The hospital will create a “block break relief” system, which ensures nurses have uninterrupted breaks, and add 26 nurses to care for patients while other nurses take their breaks, according to a news release from the association. The WSNA filed the lawsuit in May 2015.
In an emailed statement, Cary Evans, Franciscan’s vice president for marketing and communications, said the medical center is pleased to reach a settlement with the state nurses association.
“This settlement prioritizes patient safety while also providing a restructured process that helps ensure nurses will take appropriate rest and meal breaks,” Evans’ statement reads.
The original complaint filed in Pierce County Superior Court says nurses are prohibited from leaving patient assignments without first assigning those duties to another nurse. The WSNA’s complaint to the court said the hospital had failed to provide paid rest and meal breaks since 2012.
Franciscan agreed to establish the block break system no later than April 1, 2018. The relief nurses will be placed in 15 units in the hospital, including the emergency room, critical care and medical-surgical units.
Nurse breaks are to be 15 continuous minutes without work-related responsibilities. The news release states the hospital’s former policy counted eating a snack or having a short personal conversation with a coworker as a partial break.

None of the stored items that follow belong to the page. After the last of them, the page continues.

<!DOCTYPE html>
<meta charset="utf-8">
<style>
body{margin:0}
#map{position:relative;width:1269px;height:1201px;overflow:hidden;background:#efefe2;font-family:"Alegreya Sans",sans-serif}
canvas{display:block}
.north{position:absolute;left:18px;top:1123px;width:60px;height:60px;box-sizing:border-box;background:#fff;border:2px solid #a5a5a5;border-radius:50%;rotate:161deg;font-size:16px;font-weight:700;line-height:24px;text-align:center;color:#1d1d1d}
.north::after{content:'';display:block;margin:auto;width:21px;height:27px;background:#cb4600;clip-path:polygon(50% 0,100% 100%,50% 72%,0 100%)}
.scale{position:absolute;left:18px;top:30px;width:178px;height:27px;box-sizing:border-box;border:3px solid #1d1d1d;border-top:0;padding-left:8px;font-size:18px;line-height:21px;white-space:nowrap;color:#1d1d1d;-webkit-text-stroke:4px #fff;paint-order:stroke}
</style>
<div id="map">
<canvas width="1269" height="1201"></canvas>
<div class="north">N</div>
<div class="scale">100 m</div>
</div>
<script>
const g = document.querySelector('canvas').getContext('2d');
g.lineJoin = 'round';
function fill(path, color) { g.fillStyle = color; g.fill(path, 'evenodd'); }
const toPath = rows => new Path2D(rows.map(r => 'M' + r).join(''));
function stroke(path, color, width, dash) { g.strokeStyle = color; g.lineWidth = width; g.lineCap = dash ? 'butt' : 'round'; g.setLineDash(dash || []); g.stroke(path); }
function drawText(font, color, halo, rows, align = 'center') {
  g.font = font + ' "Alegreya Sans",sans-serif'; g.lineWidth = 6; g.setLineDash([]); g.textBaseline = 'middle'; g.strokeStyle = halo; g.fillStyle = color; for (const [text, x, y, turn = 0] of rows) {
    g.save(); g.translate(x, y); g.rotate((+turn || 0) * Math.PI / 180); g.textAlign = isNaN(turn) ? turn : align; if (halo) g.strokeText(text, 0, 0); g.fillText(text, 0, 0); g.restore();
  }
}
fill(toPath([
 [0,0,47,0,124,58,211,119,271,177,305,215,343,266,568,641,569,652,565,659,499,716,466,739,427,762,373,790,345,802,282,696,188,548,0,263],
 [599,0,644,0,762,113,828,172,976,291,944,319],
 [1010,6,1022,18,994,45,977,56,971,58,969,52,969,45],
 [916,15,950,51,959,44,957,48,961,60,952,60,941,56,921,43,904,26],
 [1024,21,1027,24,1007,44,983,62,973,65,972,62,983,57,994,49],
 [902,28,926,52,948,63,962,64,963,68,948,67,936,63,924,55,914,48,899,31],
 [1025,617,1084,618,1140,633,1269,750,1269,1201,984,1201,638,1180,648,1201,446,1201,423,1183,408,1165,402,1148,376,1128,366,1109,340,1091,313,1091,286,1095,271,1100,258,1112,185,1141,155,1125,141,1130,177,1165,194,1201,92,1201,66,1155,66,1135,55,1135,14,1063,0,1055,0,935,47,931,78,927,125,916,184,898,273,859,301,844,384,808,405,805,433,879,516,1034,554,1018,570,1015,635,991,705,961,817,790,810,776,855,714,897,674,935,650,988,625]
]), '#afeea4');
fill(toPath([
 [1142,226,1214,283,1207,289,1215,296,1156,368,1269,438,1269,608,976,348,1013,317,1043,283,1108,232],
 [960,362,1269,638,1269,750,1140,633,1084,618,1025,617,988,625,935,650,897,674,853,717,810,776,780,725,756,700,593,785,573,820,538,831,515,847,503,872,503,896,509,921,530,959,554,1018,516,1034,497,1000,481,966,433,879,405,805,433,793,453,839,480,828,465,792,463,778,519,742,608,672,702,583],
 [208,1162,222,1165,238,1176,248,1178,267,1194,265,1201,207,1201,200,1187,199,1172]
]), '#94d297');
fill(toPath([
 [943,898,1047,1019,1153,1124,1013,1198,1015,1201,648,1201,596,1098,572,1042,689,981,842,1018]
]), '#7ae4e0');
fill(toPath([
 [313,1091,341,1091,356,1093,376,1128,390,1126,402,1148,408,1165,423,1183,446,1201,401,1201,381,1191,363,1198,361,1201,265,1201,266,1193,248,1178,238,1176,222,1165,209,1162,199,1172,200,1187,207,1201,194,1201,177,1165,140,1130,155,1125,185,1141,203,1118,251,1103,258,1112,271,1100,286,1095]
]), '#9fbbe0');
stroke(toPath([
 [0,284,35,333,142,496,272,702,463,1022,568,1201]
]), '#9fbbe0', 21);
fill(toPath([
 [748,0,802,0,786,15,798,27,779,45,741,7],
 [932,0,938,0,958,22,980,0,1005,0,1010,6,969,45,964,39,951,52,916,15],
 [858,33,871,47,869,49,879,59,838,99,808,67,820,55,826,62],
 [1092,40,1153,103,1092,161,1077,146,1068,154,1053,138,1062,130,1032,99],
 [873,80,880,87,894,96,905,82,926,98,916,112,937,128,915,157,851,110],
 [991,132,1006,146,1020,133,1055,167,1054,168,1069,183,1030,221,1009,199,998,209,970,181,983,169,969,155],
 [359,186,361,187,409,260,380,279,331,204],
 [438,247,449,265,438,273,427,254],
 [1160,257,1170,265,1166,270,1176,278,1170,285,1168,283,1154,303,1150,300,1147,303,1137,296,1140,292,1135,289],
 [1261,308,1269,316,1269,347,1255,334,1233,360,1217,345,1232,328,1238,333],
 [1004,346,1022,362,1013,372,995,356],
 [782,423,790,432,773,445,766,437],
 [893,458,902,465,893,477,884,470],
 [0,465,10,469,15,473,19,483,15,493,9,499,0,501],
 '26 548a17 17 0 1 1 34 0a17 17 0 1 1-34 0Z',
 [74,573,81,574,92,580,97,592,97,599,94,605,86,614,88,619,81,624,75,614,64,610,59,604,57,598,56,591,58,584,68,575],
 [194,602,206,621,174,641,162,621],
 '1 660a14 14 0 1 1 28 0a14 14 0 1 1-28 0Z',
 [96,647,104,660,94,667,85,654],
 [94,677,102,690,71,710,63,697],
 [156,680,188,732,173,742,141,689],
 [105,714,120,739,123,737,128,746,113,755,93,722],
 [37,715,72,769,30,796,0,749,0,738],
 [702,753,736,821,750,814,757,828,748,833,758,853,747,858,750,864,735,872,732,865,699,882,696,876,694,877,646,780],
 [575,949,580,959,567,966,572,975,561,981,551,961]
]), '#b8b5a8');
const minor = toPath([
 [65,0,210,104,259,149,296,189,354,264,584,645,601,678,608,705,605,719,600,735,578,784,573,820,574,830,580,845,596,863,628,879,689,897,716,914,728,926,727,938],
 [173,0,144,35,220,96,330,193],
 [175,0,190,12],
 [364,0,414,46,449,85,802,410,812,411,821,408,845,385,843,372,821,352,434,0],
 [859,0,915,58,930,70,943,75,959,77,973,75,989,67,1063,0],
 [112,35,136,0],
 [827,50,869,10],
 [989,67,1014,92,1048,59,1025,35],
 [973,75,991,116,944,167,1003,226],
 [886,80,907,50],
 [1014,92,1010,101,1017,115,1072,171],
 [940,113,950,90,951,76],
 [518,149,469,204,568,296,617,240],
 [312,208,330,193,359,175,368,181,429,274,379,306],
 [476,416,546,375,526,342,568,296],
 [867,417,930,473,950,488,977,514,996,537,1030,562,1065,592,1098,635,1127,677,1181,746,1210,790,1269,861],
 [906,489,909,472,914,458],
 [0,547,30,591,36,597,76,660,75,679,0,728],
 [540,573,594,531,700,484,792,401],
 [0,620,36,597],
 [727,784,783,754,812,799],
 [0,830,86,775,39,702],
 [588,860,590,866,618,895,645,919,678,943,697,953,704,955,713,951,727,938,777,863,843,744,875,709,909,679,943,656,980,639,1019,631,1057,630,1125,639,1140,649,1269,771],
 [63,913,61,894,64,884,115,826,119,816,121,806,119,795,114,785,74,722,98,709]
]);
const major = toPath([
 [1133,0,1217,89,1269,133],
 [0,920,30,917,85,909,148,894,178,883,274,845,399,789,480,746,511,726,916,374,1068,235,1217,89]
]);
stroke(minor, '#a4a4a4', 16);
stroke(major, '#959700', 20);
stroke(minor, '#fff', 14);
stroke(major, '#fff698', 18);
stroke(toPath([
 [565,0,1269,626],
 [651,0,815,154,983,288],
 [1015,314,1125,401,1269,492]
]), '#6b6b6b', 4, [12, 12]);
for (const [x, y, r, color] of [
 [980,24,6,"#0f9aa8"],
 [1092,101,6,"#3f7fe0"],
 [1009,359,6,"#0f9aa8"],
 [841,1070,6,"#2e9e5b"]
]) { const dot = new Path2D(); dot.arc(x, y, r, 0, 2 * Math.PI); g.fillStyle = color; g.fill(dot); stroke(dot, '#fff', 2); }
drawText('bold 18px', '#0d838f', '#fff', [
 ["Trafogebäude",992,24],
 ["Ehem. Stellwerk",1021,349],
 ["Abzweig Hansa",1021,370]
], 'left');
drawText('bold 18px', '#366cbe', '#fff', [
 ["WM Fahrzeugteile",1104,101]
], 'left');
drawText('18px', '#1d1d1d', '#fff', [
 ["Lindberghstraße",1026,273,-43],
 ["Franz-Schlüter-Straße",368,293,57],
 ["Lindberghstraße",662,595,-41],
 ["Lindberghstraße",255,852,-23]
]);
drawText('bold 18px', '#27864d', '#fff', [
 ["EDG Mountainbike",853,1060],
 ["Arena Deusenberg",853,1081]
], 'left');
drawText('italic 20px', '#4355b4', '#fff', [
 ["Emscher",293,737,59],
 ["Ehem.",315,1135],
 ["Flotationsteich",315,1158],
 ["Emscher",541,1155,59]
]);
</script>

In addition to the back pay, nurses who miss uninterrupted rest breaks will be paid for their time starting June 1, 2017.
Christine Himmelsbach, assistant executive director of labor at WSNA, said in a statement that nurses often have to work 12-hour shifts without a break.
“The hiring of additional break relief nurses may be the most critical provision of this settlement,” Himmelsbach said in the statement. “The primary reason nurses are unable to take their meal and rest breaks is inadequate staffing, which puts extraordinary demands on the individual nurse.”